What to do: Copy each line of the entries beneath that contains the word "this".
(Exercise data begins)
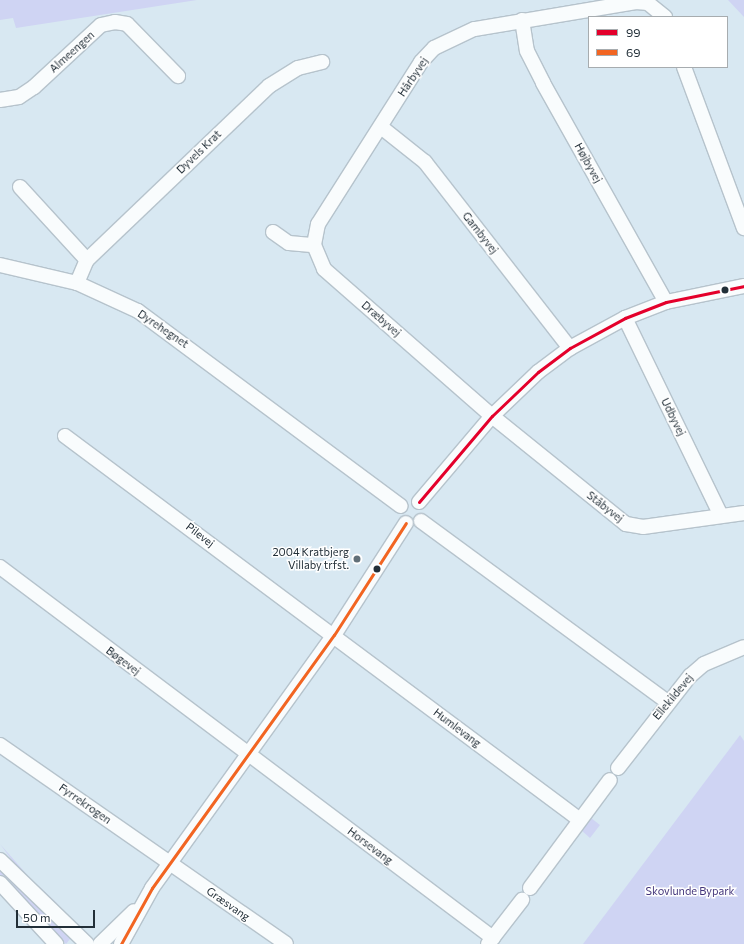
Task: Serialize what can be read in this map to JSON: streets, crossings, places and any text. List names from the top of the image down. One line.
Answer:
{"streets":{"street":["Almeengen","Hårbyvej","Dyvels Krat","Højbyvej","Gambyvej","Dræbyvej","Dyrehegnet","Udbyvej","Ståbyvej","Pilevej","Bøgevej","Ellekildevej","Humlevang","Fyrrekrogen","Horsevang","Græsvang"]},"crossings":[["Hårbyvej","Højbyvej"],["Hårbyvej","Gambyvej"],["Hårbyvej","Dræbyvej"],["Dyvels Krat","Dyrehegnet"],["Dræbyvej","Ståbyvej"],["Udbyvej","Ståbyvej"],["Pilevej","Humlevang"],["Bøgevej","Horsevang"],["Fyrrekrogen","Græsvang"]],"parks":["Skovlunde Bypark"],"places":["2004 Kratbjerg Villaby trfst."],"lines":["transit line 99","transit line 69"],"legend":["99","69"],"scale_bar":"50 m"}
(Exercise data ends)
(Exercise data begins)
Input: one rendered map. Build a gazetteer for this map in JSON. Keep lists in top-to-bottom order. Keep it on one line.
(Exercise data ends)
Answer below:
Task: Serialize what can be read in this map to JSON: streets, crossings, places and any text. List names from the top of the image down. One line.
Input: one rendered map. Build a gazetteer for this map in JSON. Keep lists in top-to-bottom order. Keep it on one line.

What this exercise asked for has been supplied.